Using the listing below, work out how many lines contain the word "canvas", and respond with that number alone.

◆ ◆ ◆ ◆ ◆

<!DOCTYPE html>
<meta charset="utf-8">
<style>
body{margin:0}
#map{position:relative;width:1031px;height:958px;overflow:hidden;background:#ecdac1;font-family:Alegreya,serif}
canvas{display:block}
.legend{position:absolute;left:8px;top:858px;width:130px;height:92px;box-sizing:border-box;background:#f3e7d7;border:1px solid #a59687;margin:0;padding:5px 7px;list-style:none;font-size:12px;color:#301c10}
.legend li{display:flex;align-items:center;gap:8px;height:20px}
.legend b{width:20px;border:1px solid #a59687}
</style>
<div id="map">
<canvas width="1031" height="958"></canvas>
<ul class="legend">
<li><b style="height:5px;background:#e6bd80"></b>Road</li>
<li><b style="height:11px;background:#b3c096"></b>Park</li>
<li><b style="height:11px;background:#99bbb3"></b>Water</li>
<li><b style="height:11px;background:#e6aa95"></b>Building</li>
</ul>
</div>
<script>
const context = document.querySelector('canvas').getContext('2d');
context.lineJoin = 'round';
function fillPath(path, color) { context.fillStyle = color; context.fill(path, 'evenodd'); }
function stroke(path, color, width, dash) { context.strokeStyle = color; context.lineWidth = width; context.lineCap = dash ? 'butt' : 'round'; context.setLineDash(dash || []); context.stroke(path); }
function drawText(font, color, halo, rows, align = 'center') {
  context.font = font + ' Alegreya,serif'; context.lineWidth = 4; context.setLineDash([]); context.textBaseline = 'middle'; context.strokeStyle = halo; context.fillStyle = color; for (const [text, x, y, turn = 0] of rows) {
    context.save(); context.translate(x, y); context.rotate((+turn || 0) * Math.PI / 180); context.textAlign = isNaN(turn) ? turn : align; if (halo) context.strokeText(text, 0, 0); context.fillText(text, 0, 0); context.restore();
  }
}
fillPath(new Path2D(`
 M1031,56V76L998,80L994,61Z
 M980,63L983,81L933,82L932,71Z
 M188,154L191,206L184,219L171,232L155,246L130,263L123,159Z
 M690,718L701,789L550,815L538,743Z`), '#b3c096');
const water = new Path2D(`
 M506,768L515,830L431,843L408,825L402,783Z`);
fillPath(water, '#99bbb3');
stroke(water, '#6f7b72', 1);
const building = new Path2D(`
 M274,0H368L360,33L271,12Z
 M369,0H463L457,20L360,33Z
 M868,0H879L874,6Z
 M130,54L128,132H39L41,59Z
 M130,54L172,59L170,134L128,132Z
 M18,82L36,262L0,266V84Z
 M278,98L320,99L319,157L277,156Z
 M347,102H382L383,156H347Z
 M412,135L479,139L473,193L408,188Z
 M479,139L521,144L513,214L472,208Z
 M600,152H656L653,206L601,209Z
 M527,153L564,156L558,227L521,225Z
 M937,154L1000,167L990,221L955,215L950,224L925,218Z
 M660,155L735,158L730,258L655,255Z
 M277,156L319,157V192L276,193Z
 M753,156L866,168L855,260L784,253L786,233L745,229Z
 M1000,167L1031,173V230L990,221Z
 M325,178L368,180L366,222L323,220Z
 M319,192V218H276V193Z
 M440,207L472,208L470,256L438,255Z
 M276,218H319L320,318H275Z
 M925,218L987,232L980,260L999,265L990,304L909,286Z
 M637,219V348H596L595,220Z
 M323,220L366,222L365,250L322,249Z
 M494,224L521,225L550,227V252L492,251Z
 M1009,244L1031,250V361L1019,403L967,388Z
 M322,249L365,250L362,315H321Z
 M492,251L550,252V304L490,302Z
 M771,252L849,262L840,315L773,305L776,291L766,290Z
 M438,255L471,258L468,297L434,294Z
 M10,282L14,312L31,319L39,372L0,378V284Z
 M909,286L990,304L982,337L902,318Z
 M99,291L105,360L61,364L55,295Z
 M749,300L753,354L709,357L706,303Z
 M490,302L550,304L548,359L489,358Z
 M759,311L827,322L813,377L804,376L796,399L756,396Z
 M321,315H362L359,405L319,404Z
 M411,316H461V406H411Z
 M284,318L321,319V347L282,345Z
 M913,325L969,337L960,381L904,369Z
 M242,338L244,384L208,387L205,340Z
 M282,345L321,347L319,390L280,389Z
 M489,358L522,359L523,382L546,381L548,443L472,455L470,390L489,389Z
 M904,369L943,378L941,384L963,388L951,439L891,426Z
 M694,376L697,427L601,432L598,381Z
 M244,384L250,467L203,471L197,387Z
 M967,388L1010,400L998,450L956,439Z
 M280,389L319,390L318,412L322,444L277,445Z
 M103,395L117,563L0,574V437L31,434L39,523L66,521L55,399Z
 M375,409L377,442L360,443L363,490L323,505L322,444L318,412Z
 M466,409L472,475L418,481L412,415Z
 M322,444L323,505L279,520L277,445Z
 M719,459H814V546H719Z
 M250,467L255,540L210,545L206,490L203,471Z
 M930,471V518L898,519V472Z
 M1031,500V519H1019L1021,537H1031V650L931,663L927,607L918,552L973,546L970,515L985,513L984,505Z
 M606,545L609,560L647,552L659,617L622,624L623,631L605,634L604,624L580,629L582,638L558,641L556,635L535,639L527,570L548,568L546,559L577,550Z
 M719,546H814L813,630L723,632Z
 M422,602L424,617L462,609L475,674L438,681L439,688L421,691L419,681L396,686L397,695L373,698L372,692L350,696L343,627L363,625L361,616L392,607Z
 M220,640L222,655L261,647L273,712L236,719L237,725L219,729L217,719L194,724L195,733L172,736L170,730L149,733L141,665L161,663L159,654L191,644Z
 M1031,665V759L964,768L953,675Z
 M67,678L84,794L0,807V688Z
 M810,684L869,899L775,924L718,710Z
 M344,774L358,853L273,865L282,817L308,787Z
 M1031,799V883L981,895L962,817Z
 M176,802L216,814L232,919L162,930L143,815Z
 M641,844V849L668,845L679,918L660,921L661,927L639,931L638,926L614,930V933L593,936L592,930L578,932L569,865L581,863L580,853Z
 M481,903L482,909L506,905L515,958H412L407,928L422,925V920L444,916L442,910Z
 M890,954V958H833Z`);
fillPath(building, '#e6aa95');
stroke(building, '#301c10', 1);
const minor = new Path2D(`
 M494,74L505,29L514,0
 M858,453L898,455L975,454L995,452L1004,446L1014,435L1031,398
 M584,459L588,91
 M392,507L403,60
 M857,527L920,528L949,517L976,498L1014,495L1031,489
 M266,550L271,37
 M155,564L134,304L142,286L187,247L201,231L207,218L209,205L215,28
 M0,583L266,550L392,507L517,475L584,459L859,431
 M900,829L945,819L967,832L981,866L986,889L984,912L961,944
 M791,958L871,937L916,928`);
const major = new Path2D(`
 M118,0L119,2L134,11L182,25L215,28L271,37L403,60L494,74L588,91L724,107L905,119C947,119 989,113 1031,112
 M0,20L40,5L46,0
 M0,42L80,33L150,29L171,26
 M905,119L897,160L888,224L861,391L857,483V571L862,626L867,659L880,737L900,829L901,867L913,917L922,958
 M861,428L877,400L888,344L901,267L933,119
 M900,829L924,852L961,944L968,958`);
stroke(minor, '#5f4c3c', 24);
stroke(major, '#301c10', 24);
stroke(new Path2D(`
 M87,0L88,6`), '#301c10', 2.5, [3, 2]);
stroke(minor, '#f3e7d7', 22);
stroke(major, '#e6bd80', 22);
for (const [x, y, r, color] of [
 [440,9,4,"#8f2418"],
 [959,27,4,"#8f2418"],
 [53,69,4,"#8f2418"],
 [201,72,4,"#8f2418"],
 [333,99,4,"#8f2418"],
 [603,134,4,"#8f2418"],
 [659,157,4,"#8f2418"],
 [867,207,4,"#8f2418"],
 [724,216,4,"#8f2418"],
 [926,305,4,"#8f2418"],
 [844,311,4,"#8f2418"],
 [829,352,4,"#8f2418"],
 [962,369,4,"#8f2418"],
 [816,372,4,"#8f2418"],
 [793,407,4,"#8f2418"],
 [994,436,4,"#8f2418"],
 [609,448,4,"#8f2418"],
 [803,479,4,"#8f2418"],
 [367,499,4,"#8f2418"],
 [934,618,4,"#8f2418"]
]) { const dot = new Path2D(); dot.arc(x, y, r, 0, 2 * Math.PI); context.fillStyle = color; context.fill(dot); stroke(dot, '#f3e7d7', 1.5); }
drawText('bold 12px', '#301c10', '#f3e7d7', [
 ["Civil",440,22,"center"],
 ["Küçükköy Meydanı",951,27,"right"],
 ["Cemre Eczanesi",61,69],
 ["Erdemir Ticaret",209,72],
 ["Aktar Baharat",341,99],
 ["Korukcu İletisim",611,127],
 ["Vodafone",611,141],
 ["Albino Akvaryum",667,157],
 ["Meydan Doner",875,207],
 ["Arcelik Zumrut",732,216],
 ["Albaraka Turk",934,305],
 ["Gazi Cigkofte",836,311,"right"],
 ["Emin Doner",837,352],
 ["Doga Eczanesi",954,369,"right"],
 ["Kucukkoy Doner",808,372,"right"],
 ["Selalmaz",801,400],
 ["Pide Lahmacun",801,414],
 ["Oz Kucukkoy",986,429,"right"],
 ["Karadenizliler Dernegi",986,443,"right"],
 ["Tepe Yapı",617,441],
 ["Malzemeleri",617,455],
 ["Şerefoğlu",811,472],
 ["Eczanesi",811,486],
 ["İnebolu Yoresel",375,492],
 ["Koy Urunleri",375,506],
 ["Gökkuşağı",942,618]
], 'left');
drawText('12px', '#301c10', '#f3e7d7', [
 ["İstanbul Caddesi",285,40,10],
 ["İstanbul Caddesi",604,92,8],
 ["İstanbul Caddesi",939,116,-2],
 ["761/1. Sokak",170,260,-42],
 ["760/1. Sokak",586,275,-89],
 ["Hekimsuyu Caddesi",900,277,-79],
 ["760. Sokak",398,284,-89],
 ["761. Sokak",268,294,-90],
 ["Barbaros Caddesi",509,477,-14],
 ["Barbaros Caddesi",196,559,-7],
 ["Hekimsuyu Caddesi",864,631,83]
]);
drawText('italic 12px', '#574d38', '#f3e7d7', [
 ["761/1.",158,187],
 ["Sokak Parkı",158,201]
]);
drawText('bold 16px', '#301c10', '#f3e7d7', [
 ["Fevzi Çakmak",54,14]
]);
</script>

◆ ◆ ◆ ◆ ◆

== Result ==
3